In Britain, national and local governments are working hard to welcome people from Hong Kong. On June 30, the Warrington Borough Council held an event to provide them with information on health, employment, leisure, education and other topics.

This is what the borough council says about the city on its website: “We have a thriving economy, a low unemployment rate and a high Gross Value Added (GVA), and we were ranked as one of the best places to live in the UK based on data for affordable housing, jobs, business, wellbeing, culture, transport and family life.
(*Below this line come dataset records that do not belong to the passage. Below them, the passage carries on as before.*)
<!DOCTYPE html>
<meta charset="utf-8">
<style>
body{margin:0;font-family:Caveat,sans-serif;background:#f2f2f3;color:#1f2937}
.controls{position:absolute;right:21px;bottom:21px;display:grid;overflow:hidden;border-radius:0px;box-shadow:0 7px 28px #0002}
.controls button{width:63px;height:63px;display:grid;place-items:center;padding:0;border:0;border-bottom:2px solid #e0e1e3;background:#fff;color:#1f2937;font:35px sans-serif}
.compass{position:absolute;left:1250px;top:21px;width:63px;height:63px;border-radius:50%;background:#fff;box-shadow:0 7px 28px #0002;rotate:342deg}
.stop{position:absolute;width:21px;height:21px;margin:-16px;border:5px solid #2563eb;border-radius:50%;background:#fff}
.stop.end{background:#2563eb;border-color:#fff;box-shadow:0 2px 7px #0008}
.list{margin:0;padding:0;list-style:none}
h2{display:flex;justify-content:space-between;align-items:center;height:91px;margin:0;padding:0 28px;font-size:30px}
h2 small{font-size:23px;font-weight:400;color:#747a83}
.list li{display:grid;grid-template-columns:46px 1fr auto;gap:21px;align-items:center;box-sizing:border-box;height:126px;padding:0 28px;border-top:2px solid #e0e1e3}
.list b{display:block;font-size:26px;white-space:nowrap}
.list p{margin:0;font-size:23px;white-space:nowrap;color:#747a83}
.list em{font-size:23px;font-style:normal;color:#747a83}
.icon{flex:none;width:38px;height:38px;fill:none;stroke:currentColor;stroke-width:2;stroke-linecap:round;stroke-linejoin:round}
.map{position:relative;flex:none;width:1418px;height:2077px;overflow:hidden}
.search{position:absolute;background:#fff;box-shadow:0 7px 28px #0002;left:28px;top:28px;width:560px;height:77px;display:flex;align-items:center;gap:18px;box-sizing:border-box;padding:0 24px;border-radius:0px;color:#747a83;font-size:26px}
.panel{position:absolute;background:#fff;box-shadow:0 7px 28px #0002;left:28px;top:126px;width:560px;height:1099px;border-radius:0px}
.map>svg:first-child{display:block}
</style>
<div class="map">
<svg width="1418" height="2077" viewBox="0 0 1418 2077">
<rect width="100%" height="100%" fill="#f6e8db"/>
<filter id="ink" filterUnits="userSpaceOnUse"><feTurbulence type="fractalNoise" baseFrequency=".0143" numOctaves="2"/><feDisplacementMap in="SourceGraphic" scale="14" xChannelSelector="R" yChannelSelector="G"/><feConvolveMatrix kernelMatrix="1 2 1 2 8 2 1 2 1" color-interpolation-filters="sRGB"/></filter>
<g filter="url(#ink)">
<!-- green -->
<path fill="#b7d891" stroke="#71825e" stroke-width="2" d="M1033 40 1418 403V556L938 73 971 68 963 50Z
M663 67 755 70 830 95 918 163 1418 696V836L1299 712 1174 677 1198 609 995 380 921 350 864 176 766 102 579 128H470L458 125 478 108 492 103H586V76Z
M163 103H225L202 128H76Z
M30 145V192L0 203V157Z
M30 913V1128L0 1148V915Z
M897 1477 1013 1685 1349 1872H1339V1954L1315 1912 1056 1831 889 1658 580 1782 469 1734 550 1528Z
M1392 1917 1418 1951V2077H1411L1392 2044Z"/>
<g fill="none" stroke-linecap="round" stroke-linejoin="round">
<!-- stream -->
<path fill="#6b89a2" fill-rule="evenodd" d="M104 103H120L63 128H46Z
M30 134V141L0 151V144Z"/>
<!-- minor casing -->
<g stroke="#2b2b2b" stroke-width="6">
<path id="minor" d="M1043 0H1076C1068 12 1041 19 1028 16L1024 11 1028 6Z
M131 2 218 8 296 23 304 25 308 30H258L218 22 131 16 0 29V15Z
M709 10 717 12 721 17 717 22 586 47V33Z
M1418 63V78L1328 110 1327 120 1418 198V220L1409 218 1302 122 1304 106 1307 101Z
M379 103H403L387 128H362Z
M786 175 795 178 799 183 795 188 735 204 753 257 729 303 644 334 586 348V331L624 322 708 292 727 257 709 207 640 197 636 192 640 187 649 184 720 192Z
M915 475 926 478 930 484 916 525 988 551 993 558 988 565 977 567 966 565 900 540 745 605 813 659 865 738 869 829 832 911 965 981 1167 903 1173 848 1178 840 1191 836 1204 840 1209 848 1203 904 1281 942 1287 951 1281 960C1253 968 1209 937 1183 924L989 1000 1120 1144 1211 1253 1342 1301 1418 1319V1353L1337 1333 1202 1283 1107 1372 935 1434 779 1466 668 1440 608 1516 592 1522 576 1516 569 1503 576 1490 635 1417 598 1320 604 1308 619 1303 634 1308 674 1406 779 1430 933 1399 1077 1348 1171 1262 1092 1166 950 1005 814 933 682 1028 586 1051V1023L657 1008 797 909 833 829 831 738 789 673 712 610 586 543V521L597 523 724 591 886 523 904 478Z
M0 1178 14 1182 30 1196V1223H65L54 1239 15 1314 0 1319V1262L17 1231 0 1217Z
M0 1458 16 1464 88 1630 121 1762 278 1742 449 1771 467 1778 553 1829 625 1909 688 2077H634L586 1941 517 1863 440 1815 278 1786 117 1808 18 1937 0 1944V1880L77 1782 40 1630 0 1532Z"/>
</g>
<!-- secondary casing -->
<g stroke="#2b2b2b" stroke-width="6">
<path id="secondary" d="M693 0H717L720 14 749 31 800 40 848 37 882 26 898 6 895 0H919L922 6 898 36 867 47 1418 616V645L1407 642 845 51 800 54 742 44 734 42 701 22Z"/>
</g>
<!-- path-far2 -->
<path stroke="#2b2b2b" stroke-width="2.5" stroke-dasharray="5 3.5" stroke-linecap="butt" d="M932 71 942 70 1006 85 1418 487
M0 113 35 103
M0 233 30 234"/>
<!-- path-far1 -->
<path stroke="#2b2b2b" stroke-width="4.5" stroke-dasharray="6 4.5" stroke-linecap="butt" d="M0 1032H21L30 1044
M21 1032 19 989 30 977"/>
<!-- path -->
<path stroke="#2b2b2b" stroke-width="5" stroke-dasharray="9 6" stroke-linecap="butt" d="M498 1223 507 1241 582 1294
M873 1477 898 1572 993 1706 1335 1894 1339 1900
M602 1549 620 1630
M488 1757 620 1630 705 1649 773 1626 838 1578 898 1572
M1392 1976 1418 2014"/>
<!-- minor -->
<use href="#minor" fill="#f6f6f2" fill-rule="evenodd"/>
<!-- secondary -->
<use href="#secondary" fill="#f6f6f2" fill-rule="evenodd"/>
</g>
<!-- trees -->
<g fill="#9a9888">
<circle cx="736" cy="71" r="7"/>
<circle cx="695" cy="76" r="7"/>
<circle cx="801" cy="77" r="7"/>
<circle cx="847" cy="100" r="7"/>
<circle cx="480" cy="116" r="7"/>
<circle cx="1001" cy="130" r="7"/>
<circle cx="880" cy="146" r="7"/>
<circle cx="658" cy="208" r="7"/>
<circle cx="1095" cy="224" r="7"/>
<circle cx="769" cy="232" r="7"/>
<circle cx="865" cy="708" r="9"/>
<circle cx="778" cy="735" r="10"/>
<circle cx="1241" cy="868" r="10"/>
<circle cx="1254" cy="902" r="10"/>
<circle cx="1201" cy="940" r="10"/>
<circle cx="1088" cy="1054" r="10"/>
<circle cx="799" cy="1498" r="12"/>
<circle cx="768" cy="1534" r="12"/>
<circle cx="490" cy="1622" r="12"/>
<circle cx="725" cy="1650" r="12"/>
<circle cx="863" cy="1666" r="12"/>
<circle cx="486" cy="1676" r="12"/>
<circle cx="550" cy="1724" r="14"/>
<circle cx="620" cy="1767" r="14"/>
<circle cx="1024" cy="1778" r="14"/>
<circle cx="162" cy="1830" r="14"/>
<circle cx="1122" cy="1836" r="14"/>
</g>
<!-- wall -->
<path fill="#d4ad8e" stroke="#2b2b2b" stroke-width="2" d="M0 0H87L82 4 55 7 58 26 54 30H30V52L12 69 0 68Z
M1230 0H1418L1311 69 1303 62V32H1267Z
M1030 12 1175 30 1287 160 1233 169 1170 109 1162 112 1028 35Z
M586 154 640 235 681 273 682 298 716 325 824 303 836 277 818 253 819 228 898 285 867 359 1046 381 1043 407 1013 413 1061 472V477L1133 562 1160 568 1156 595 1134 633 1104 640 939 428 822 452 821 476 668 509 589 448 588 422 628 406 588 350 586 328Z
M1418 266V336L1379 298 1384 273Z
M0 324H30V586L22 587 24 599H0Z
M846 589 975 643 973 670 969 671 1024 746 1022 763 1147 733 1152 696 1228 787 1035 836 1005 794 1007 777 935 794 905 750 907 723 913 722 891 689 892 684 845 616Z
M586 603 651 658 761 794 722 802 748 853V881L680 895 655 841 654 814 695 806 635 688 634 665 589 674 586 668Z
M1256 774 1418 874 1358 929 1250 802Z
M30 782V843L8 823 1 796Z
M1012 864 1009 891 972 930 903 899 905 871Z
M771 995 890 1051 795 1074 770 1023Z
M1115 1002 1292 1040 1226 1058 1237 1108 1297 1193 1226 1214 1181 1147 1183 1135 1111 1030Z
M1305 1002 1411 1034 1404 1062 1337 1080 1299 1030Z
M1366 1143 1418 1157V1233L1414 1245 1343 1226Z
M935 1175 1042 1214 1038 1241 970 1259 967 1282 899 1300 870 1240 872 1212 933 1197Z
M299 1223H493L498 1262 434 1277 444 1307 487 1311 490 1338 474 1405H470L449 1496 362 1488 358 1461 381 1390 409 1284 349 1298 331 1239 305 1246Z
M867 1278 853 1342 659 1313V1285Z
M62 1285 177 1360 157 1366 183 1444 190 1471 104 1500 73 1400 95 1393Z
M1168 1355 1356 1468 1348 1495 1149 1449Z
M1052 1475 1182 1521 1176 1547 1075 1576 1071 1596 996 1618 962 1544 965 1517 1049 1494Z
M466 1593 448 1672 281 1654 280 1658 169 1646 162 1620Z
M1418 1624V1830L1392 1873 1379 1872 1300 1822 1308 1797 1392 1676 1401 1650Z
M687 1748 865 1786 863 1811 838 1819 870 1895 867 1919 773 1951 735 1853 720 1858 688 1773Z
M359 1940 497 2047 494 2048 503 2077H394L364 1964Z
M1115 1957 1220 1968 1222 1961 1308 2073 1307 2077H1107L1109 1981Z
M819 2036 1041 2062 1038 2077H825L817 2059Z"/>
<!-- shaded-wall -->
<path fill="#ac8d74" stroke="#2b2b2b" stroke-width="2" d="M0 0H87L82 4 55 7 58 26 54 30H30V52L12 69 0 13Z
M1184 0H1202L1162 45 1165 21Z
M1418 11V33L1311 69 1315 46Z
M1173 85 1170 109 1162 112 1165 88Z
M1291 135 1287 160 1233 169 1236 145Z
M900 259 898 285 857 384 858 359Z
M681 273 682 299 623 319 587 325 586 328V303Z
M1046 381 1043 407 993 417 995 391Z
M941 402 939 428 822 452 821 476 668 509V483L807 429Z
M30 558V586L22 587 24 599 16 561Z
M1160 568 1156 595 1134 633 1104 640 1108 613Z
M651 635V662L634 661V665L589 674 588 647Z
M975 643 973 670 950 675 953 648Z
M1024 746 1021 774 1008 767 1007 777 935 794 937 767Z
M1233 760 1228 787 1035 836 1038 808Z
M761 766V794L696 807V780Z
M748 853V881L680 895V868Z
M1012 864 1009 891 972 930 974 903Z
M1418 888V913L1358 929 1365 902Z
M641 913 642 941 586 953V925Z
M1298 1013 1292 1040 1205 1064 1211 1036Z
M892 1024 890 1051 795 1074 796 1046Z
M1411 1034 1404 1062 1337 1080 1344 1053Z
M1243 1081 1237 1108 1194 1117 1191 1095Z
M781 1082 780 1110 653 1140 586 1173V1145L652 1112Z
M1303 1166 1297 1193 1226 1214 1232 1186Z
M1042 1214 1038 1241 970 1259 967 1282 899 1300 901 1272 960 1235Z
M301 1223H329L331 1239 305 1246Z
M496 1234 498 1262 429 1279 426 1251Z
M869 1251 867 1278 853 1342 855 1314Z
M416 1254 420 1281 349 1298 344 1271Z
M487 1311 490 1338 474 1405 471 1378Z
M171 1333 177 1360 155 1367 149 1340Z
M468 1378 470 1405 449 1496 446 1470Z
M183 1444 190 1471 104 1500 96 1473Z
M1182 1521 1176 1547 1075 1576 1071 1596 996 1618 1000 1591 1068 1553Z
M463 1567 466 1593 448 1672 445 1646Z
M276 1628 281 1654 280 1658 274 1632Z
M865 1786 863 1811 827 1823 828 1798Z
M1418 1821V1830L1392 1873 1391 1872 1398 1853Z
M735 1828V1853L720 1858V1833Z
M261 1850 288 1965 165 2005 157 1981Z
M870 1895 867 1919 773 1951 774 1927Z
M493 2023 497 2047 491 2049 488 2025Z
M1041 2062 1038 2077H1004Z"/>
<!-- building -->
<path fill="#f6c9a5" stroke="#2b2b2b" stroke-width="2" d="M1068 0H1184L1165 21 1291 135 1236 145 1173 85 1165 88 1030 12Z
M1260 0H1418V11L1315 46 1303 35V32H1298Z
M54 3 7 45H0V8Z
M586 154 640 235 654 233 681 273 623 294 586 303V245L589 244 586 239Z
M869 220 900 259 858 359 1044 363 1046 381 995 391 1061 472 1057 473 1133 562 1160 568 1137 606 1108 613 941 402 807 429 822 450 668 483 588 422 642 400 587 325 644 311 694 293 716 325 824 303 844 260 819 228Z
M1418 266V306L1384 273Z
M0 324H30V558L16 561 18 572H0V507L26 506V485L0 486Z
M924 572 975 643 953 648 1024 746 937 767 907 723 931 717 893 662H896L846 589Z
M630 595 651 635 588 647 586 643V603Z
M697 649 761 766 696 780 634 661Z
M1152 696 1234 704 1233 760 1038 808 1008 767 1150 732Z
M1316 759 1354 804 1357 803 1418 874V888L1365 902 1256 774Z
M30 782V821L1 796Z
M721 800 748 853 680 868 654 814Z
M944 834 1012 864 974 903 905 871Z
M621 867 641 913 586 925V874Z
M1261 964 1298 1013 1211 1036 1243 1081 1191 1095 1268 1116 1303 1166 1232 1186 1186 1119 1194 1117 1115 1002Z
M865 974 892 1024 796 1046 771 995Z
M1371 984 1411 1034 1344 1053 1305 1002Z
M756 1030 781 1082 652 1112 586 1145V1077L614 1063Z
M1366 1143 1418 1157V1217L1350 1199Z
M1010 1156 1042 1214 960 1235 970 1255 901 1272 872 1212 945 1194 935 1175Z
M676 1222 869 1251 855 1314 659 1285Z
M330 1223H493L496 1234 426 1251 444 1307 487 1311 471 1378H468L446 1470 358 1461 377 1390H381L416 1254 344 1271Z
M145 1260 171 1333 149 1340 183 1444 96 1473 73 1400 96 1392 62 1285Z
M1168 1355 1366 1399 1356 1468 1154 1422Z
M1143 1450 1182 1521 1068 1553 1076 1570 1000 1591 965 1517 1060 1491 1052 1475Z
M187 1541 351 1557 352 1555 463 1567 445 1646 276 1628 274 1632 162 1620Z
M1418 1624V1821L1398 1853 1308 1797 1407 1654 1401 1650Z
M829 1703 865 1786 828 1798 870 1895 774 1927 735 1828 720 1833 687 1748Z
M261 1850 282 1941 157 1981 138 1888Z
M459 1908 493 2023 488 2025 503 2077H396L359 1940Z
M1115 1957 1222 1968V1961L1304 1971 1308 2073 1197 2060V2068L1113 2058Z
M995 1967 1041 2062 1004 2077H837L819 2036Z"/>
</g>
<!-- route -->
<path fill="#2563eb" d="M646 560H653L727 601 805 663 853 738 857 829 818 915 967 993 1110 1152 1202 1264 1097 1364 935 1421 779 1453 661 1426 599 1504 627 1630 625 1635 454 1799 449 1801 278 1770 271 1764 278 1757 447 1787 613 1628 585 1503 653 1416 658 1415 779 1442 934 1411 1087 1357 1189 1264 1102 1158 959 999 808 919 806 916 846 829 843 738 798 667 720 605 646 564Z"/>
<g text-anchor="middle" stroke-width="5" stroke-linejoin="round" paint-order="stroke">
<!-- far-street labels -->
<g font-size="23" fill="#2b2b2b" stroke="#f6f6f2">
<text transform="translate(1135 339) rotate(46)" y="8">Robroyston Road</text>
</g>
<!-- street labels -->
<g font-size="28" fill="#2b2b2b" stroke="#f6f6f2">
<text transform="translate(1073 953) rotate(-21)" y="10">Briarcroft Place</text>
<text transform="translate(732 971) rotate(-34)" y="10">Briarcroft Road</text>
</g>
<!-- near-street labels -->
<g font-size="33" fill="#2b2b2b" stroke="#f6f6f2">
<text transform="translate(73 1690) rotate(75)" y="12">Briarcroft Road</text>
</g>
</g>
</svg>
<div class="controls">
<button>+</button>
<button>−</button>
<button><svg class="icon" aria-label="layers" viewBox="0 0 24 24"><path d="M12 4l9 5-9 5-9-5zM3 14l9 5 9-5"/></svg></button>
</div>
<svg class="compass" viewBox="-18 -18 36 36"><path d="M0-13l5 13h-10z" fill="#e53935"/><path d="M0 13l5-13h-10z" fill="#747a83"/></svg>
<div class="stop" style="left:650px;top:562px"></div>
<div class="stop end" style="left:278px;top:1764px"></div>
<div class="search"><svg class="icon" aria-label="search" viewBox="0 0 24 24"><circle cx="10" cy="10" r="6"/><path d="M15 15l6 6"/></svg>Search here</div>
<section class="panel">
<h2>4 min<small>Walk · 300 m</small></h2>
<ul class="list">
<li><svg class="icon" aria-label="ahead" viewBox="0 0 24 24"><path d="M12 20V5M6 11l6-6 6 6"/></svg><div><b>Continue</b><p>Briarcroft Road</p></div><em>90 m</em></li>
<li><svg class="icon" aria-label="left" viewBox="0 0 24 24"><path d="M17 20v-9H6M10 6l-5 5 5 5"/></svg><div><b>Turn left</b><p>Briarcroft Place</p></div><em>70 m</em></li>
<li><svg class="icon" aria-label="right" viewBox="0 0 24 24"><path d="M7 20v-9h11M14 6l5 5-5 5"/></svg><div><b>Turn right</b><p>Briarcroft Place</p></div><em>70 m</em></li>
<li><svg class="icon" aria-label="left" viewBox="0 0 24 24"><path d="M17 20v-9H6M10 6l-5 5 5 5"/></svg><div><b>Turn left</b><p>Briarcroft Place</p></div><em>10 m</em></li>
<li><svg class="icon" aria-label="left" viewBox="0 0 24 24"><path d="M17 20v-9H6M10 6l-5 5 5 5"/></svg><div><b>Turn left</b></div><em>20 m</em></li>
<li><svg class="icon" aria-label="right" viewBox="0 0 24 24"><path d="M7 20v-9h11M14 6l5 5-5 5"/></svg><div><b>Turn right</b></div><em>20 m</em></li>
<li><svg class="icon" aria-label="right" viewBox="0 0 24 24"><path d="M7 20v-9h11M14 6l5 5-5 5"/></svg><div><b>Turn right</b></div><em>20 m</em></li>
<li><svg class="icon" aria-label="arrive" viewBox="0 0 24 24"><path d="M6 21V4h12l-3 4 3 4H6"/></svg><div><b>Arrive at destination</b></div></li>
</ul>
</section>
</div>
“Warrington is a highly successful business location and a major center of employment in the North West and the Northern Powerhouse. We are home to the global, European and UK HQs of many high-profile companies and our business base is particularly strong in nuclear energy, engineering, logistics and software.” In 1987, IKEA opened its first British store in the city.

The borough council created a website to help arrivals from Hong Kong.

It is a good place for sports fans. Supporters of the four famous soccer teams in Manchester and Liverpool only need a short journey to see their favorite side. The city has its own team, the Warrington Warriors, which plays rugby league and is one of the oldest teams in this discipline in the country.

On July 2, the club opened its Halliwell Jones stadium to 200 Hong Kong migrants to watch the first team train, tour the stadium and meet the players for pictures and autographs.

Claire Gamble, the Club’s Community Marketing Manager, said: “We know that Warrington has a big Hong Kong community living in the Town. We want to help them integrate into life in Warrington and what better way than to engage them in the sport of Rugby League and our community than introduce them to the Warrington Wolves. It was wonderful to see so many families here meeting Wolfie and the players. Many purchased tickets to the game against Salford Red Devils and got to experience their first live game of Rugby League.”